NPRG042 Programming in Parallel Environment

Assignment 5

Duplicate citizens
Apache Spark
Assigned:	5.5.2025
Deadline:	18.5.2025 23:59 (CEST)
ReCodEx:	assignment
Results:	Homogeneous cluster (max 8 nodes)

speedup	points
2× or less	0
2× to 3.5×	1
3.5× to 5×	2
5× to 7×	3
7× or more	4
Speedup baseline runs 180 s

Finally, we do have support for Spark in ReCodEx! Please note, that the submission process have changed. Your solutions should be submitted to ReCodEx the same way as the other assignments.

The task is to count the number of people from a given population list with identical first and last names who live in the same region. The region can be identified by taking the highest ZIP-code number.

Use the spark instance in /home/_teaching/para/spark (DO NOT COPY this directory). That is a self-contained Spark with Hadoop, so you do not need to install anything else. It can be started using spark-slurm.sh sbatch script (to run the cluster under SLURM) or by local invocation (on one node) like:

$> srun -p mpi-homo-short --mem=50G -c 4 /home/_teaching/para/spark/bin/spark-submit --master local[*] \
   ./your-solution.py /home/_teaching/para/05-spark/data/debug/small.csv

(adjust the memory and number of cores for your task accordingly).

The data and the initial scripts are available in /home/_teaching/para/05-spark. There are multiple datasets that have several GiB, so please, do not copy them. The measurements will use the large.csv dataset only, other datasets in debug subdir are for debugging and additional experimentation. The path to the input data file is given as the only command line attribute to your solution.

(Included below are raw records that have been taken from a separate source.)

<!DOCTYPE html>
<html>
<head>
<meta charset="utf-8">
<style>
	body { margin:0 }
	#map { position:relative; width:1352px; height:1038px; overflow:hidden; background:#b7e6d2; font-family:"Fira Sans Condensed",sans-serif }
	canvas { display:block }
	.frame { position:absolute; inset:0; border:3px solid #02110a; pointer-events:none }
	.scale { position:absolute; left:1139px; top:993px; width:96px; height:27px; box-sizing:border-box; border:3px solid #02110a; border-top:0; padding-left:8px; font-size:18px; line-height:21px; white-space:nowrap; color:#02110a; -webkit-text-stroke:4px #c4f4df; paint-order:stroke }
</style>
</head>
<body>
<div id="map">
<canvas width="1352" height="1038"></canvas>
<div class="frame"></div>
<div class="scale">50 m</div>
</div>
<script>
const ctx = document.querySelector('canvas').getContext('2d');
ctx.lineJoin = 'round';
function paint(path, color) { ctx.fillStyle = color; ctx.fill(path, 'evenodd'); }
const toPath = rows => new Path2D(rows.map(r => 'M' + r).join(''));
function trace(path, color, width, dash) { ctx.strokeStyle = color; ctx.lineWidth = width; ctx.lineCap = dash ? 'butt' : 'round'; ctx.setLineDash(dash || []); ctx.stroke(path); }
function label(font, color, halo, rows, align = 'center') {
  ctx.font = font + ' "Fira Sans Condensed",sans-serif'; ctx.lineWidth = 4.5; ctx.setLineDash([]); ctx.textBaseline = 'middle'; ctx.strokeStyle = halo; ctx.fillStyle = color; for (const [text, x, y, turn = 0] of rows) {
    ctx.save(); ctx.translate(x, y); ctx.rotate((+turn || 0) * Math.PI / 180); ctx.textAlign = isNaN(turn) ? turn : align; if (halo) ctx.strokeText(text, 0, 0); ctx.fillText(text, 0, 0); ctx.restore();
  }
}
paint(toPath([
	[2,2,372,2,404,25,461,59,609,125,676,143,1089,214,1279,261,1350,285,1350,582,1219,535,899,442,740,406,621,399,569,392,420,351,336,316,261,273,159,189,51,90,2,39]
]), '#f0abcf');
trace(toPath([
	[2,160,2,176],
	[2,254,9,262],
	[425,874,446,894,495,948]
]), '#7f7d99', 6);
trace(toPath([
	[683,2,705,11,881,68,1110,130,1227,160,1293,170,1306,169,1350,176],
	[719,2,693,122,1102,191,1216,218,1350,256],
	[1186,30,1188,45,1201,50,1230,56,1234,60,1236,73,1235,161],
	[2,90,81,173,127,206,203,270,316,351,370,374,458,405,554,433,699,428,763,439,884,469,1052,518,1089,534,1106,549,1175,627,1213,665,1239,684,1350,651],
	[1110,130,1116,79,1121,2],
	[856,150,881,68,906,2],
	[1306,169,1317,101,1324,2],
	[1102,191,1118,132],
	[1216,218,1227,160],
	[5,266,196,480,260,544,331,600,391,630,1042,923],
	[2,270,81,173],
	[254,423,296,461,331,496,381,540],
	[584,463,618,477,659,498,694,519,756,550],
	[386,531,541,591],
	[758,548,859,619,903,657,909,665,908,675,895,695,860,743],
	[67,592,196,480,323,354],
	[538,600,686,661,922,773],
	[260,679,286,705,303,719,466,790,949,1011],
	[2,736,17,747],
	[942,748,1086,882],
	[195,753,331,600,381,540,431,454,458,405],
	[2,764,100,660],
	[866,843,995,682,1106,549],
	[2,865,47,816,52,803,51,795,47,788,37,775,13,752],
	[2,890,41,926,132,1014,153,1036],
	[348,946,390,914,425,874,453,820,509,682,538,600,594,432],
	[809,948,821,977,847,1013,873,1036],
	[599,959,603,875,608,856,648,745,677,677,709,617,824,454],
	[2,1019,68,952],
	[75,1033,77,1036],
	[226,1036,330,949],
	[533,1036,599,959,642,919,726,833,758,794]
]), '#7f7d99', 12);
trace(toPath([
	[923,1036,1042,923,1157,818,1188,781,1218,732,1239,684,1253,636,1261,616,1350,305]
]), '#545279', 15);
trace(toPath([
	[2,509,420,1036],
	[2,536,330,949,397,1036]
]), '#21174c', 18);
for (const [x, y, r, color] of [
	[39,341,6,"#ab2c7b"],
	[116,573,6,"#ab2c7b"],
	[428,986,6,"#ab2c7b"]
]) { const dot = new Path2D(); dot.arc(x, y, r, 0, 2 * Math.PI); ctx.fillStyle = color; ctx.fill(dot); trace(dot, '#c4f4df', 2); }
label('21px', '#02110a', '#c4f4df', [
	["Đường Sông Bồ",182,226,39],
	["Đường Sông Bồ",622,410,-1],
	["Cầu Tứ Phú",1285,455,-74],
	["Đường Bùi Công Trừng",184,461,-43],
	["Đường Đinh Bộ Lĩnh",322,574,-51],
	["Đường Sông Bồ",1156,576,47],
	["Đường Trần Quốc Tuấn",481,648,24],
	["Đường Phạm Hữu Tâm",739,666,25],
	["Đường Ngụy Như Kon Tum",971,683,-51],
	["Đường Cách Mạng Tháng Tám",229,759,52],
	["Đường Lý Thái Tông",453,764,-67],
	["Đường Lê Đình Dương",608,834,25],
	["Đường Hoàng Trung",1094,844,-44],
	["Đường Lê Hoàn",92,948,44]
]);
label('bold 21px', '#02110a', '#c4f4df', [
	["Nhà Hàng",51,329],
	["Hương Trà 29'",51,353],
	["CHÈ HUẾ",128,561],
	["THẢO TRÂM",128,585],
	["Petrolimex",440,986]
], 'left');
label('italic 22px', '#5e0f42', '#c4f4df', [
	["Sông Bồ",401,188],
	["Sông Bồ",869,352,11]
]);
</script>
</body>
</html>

The input file has 4 columns, the first two are the first and last name respectively, the last column is the area (ZIP) code.

Output

The result must be stored in the ./output.csv file in the current working directory. As the name suggests, the file is in CSV format without a header where the columns are separated by a comma (,) and lines are separated by a simple newline (LF). The first column is the region number (i.e. the highest number from the postcode). The second column is the number of collisions (duplicates found) in that region. The file must be sorted by the region number in ascending order.

Example

Let us have the following input file:

Jan,Novák,269235752,12345
Jakub,Yaghob,996583646,12345
Jan,Novák,786940673,28167
Vladan,Majerech,302273606,29876
Jan,Novák,217963156,13456
Jakub,Yaghob,778990574,12345
Jan,Novák,804096211,28002
Jan,Novák,252349303,15678

Upon closer inspection, there are 2 areas (ZIP groups) -- starting with 1 and 2. In the first area, there are 3 duplicates of Jan Novák and 2 duplicates of Jakub Yaghob (i.e., 5 people in total). In the second area, there are only two people named Jan Novák. So the output file should look like this (first column is the area number, the second is the number of duplicates):

1,5
2,2

Submission (CHANGED!)

Submit your solution to ReCodEx. You are expected to submit a single Python script (with the .py extension). For practical reasons, the ReCodEx uses only the tiny.csv input dataset to perform a smoke test of your solution. Furthermore, the environment in ReCodEx uses only spark-submit --master local[1] to evaluate the solutions, which works slightly differently than the spark-slurm.sh script. Most notably, it executes only a single worker.

You are expected to perform your own thorough testing using the large.csv dataset on the entire parlab cluster.

Final evaluation

Your solution will be tested using the spark-slurm.sh script with identical #SBATCH parameters (i.e., using 8 nodes, and 16 workers). We are using a slight modification of the script which saves the measured time in a file rather than printing it out, but that should not affect the measurements. You can easily test your solutions as

$> sbatch /home/_teaching/para/05-spark/spark-slurm.sh ./your-solution.py /home/_teaching/para/05-spark/data/large.csv

(use datasets in debug subdir for debugging and additional testing).

The baseline is a referential solution executed on a single node with single worker. Since the measured times have larger variance in this assignment, we did some evaluations and set the baseline time to 180s (as a rounded average of multiple runs after cutting off outliers).